(Stored data entries)
—————

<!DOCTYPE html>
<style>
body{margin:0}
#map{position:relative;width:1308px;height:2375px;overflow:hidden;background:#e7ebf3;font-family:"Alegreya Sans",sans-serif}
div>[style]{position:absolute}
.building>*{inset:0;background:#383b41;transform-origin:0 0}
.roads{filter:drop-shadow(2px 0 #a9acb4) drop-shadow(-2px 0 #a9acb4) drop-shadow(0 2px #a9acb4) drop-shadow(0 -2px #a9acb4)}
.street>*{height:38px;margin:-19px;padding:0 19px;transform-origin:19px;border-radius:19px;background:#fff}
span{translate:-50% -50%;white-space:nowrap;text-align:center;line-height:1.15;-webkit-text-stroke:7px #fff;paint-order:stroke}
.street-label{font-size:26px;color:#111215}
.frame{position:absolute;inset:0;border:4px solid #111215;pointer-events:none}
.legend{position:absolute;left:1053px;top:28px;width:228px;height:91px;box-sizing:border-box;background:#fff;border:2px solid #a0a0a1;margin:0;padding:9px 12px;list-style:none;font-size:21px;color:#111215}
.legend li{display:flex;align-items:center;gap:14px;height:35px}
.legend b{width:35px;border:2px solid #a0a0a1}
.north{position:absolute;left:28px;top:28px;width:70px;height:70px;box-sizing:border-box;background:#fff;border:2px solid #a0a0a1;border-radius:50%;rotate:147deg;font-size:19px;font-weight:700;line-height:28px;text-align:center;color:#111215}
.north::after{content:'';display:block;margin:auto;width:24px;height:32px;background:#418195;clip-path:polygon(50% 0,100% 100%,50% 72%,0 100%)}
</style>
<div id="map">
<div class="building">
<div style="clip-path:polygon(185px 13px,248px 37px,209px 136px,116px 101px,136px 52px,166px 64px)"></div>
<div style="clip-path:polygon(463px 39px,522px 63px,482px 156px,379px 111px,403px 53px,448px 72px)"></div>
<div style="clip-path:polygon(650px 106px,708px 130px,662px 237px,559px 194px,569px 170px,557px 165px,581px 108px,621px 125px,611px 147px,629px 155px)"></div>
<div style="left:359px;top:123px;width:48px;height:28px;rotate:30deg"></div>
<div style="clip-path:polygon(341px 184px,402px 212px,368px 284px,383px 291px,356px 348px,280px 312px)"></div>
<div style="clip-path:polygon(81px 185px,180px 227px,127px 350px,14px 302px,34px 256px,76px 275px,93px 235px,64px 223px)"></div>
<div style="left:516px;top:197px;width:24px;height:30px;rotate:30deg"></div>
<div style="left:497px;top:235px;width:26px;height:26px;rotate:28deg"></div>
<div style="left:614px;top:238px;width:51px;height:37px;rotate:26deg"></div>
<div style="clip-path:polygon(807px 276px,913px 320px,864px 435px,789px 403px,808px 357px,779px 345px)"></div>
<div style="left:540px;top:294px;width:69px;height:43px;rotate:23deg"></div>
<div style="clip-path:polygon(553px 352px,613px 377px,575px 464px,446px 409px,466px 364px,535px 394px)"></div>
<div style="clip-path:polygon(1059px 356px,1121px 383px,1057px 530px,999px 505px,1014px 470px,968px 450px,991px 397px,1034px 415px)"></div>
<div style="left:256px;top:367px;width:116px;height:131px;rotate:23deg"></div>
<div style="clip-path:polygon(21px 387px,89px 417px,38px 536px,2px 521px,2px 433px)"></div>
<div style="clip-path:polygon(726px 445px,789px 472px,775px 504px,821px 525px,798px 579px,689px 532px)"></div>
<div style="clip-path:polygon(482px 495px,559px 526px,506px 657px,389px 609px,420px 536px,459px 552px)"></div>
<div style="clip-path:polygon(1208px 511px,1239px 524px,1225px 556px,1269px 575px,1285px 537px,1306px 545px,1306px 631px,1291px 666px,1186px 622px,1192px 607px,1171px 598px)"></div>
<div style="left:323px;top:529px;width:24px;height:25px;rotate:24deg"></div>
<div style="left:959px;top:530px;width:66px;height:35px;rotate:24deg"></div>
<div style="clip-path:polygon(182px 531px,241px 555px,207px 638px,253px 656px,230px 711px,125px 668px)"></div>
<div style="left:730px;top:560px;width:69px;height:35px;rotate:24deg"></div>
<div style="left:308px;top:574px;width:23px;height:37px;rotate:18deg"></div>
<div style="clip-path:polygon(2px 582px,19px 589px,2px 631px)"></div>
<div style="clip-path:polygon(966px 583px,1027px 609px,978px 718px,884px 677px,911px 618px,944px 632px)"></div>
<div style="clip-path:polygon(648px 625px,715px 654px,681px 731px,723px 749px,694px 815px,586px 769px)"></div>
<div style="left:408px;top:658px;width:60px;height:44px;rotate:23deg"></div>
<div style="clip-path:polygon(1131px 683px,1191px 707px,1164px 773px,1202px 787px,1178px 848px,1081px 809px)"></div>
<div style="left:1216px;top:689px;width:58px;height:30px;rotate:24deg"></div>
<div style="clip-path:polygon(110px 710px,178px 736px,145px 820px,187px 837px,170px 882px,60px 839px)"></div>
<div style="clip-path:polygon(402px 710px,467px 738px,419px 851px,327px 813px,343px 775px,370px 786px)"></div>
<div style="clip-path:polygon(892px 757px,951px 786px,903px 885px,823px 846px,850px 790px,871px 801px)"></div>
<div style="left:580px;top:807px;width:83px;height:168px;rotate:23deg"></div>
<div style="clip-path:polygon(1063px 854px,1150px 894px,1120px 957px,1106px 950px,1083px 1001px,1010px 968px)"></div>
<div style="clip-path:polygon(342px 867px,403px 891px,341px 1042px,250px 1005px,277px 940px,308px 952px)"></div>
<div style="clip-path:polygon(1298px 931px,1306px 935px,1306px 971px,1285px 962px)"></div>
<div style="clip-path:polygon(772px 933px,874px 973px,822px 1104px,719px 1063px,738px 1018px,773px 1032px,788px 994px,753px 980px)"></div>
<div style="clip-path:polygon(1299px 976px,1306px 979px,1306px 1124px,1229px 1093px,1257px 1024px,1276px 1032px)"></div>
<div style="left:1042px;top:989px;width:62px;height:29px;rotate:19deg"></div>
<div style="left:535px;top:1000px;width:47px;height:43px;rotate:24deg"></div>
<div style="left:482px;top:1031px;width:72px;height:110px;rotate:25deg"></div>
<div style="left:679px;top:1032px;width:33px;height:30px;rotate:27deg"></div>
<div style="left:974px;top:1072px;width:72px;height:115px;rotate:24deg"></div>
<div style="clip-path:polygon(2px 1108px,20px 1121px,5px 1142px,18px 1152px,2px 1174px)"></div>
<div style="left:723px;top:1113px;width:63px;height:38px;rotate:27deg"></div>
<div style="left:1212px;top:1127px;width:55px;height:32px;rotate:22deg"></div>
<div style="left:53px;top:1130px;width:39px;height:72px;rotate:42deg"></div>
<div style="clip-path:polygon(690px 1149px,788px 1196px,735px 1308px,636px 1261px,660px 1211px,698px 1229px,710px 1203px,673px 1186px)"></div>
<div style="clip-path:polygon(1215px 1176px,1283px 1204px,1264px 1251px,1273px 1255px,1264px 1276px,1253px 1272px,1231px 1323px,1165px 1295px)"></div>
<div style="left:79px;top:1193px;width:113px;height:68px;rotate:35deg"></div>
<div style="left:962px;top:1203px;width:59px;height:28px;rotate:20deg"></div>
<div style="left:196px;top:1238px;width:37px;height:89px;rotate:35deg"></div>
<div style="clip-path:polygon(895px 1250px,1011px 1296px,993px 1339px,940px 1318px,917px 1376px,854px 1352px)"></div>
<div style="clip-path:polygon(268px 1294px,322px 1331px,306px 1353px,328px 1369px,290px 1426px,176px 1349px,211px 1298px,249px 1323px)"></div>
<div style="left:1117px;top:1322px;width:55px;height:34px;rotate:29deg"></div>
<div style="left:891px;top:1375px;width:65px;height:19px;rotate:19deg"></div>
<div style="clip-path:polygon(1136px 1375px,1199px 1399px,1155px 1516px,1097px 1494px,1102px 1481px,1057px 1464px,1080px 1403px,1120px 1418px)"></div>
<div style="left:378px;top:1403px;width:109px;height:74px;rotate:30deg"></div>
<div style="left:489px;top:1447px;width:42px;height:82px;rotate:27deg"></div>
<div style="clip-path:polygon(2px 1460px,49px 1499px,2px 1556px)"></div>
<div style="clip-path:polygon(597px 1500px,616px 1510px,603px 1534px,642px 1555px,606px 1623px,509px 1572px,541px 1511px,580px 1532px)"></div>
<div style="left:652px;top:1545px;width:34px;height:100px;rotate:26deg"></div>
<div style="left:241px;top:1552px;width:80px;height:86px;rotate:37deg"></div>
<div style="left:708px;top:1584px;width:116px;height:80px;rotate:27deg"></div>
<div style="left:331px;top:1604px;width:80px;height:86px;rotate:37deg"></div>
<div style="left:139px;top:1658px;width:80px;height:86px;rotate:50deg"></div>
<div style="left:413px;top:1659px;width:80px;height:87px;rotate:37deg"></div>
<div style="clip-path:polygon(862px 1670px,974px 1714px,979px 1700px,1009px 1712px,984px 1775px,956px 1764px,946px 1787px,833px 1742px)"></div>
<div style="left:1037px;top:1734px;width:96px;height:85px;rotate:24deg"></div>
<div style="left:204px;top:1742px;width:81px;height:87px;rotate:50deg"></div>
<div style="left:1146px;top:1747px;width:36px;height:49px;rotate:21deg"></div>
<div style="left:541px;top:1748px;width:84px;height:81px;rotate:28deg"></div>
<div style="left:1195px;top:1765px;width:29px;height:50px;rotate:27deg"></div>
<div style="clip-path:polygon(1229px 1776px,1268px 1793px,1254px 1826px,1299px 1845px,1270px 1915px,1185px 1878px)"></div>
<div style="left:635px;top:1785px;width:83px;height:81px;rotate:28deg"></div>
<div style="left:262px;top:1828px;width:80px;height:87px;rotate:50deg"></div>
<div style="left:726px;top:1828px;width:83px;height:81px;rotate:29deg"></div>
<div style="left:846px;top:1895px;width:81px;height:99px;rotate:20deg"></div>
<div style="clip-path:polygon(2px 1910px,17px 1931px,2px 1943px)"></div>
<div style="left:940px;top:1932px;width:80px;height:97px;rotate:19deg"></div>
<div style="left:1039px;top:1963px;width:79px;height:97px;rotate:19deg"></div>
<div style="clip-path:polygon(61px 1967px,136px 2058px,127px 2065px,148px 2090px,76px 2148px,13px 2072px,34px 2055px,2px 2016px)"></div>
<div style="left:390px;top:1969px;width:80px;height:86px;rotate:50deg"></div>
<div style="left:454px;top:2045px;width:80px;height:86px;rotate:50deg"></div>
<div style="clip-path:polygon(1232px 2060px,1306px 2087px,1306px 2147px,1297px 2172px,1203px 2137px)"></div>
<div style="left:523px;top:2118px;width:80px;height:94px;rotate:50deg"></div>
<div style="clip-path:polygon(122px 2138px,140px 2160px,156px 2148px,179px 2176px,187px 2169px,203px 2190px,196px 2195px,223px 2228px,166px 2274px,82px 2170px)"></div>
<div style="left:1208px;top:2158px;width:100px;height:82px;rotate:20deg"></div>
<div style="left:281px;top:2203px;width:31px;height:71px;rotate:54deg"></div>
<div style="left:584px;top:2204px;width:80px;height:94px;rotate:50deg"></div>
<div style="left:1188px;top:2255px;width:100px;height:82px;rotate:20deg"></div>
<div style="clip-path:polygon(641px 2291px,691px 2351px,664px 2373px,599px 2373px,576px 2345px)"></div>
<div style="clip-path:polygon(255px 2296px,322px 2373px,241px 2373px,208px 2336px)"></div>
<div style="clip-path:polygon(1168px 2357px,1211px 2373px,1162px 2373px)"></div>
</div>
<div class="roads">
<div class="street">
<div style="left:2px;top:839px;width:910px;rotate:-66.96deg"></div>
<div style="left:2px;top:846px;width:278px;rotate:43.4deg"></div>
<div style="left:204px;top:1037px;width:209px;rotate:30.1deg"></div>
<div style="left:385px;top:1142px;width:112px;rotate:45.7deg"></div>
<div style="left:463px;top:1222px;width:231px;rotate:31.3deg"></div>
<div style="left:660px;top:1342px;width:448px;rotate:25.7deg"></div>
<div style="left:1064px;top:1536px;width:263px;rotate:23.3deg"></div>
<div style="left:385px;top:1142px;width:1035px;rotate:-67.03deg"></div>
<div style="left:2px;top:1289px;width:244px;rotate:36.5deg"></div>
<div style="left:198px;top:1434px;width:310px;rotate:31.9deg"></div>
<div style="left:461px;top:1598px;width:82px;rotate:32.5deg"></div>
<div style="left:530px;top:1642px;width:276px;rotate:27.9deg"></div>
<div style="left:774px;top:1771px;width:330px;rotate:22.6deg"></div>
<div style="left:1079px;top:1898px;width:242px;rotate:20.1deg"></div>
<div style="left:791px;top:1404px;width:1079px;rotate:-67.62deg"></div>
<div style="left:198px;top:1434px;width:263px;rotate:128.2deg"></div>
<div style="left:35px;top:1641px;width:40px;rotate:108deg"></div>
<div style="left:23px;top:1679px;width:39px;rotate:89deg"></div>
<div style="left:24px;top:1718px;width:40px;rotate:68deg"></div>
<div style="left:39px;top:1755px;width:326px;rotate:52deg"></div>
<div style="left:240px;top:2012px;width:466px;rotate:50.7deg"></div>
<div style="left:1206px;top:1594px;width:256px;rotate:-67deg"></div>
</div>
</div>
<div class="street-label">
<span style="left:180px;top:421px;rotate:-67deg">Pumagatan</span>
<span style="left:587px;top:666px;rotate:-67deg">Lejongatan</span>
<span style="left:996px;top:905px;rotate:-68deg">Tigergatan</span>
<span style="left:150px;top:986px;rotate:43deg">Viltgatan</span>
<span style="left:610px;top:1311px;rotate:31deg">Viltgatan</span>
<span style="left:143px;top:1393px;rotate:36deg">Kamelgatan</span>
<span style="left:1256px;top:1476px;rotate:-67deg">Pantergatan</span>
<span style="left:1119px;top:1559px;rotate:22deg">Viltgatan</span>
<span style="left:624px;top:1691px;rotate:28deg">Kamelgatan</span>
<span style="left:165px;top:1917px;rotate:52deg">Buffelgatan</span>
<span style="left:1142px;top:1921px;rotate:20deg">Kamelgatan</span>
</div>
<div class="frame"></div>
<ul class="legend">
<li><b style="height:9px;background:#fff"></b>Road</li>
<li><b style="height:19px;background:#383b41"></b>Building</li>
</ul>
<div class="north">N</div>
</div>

—————

Task to carry out: Retype only this range exactly: the first line of the data through the line where "0 #a9acb4) drop-shadow(-2px" appears.

Exercise response:
<!DOCTYPE html>
<style>
body{margin:0}
#map{position:relative;width:1308px;height:2375px;overflow:hidden;background:#e7ebf3;font-family:"Alegreya Sans",sans-serif}
div>[style]{position:absolute}
.building>*{inset:0;background:#383b41;transform-origin:0 0}
.roads{filter:drop-shadow(2px 0 #a9acb4) drop-shadow(-2px 0 #a9acb4) drop-shadow(0 2px #a9acb4) drop-shadow(0 -2px #a9acb4)}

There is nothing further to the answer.